**Aim of the task**: Could you restate every record below word for word?

━━ Material provided ━━

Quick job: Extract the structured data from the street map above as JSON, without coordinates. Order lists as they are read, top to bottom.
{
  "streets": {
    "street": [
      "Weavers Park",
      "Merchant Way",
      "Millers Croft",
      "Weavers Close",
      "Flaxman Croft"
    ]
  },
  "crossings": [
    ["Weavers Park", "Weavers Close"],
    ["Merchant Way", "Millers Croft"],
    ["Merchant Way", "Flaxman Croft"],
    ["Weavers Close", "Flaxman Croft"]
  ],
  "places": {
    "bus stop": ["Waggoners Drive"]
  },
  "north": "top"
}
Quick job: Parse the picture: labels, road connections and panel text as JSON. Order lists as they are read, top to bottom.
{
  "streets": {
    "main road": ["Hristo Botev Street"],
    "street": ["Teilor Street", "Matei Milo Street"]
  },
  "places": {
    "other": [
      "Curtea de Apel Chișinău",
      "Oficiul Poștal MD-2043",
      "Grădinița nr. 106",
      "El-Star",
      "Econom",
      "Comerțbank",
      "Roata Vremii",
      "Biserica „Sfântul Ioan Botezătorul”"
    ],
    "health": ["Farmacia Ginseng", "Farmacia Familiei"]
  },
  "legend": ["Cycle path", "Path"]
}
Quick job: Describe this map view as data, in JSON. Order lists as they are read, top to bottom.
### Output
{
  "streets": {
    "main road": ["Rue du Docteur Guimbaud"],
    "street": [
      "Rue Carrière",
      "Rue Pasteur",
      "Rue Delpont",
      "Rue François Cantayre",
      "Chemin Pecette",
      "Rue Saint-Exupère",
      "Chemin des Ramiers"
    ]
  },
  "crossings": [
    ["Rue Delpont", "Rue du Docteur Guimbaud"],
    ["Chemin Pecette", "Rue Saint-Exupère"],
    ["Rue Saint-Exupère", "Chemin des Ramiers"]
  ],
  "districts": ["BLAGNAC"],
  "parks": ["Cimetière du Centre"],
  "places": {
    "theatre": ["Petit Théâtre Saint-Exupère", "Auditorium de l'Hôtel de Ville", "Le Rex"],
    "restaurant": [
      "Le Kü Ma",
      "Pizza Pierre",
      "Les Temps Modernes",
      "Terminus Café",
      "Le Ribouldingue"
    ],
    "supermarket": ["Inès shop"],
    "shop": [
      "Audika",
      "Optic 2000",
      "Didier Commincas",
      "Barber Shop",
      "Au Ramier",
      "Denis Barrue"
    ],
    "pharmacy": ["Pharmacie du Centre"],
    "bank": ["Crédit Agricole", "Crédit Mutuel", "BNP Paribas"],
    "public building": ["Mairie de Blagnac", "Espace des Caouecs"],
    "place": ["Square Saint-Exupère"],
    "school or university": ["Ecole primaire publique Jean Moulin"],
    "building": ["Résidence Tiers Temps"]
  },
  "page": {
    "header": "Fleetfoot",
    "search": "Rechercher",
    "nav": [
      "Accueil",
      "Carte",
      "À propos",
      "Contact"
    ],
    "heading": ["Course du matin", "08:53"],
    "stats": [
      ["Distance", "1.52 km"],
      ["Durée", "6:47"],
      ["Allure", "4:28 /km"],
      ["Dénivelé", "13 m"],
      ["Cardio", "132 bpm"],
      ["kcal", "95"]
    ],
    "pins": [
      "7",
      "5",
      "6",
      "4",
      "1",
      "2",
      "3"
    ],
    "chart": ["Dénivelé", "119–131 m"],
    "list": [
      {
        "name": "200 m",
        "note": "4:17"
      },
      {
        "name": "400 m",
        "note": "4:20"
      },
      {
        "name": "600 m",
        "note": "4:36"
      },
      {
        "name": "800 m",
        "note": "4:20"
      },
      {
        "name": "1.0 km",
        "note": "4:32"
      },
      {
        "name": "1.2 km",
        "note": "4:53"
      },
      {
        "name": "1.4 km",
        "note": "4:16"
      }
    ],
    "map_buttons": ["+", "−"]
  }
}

━━━

**Answer to this task**:
Quick job: Extract the structured data from the street map above as JSON, without coordinates. Order lists as they are read, top to bottom.
{
  "streets": {
    "street": [
      "Weavers Park",
      "Merchant Way",
      "Millers Croft",
      "Weavers Close",
      "Flaxman Croft"
    ]
  },
  "crossings": [
    ["Weavers Park", "Weavers Close"],
    ["Merchant Way", "Millers Croft"],
    ["Merchant Way", "Flaxman Croft"],
    ["Weavers Close", "Flaxman Croft"]
  ],
  "places": {
    "bus stop": ["Waggoners Drive"]
  },
  "north": "top"
}
Quick job: Parse the picture: labels, road connections and panel text as JSON. Order lists as they are read, top to bottom.
{
  "streets": {
    "main road": ["Hristo Botev Street"],
    "street": ["Teilor Street", "Matei Milo Street"]
  },
  "places": {
    "other": [
      "Curtea de Apel Chișinău",
      "Oficiul Poștal MD-2043",
      "Grădinița nr. 106",
      "El-Star",
      "Econom",
      "Comerțbank",
      "Roata Vremii",
      "Biserica „Sfântul Ioan Botezătorul”"
    ],
    "health": ["Farmacia Ginseng", "Farmacia Familiei"]
  },
  "legend": ["Cycle path", "Path"]
}
Quick job: Describe this map view as data, in JSON. Order lists as they are read, top to bottom.
### Output
{
  "streets": {
    "main road": ["Rue du Docteur Guimbaud"],
    "street": [
      "Rue Carrière",
      "Rue Pasteur",
      "Rue Delpont",
      "Rue François Cantayre",
      "Chemin Pecette",
      "Rue Saint-Exupère",
      "Chemin des Ramiers"
    ]
  },
  "crossings": [
    ["Rue Delpont", "Rue du Docteur Guimbaud"],
    ["Chemin Pecette", "Rue Saint-Exupère"],
    ["Rue Saint-Exupère", "Chemin des Ramiers"]
  ],
  "districts": ["BLAGNAC"],
  "parks": ["Cimetière du Centre"],
  "places": {
    "theatre": ["Petit Théâtre Saint-Exupère", "Auditorium de l'Hôtel de Ville", "Le Rex"],
    "restaurant": [
      "Le Kü Ma",
      "Pizza Pierre",
      "Les Temps Modernes",
      "Terminus Café",
      "Le Ribouldingue"
    ],
    "supermarket": ["Inès shop"],
    "shop": [
      "Audika",
      "Optic 2000",
      "Didier Commincas",
      "Barber Shop",
      "Au Ramier",
      "Denis Barrue"
    ],
    "pharmacy": ["Pharmacie du Centre"],
    "bank": ["Crédit Agricole", "Crédit Mutuel", "BNP Paribas"],
    "public building": ["Mairie de Blagnac", "Espace des Caouecs"],
    "place": ["Square Saint-Exupère"],
    "school or university": ["Ecole primaire publique Jean Moulin"],
    "building": ["Résidence Tiers Temps"]
  },
  "page": {
    "header": "Fleetfoot",
    "search": "Rechercher",
    "nav": [
      "Accueil",
      "Carte",
      "À propos",
      "Contact"
    ],
    "heading": ["Course du matin", "08:53"],
    "stats": [
      ["Distance", "1.52 km"],
      ["Durée", "6:47"],
      ["Allure", "4:28 /km"],
      ["Dénivelé", "13 m"],
      ["Cardio", "132 bpm"],
      ["kcal", "95"]
    ],
    "pins": [
      "7",
      "5",
      "6",
      "4",
      "1",
      "2",
      "3"
    ],
    "chart": ["Dénivelé", "119–131 m"],
    "list": [
      {
        "name": "200 m",
        "note": "4:17"
      },
      {
        "name": "400 m",
        "note": "4:20"
      },
      {
        "name": "600 m",
        "note": "4:36"
      },
      {
        "name": "800 m",
        "note": "4:20"
      },
      {
        "name": "1.0 km",
        "note": "4:32"
      },
      {
        "name": "1.2 km",
        "note": "4:53"
      },
      {
        "name": "1.4 km",
        "note": "4:16"
      }
    ],
    "map_buttons": ["+", "−"]
  }
}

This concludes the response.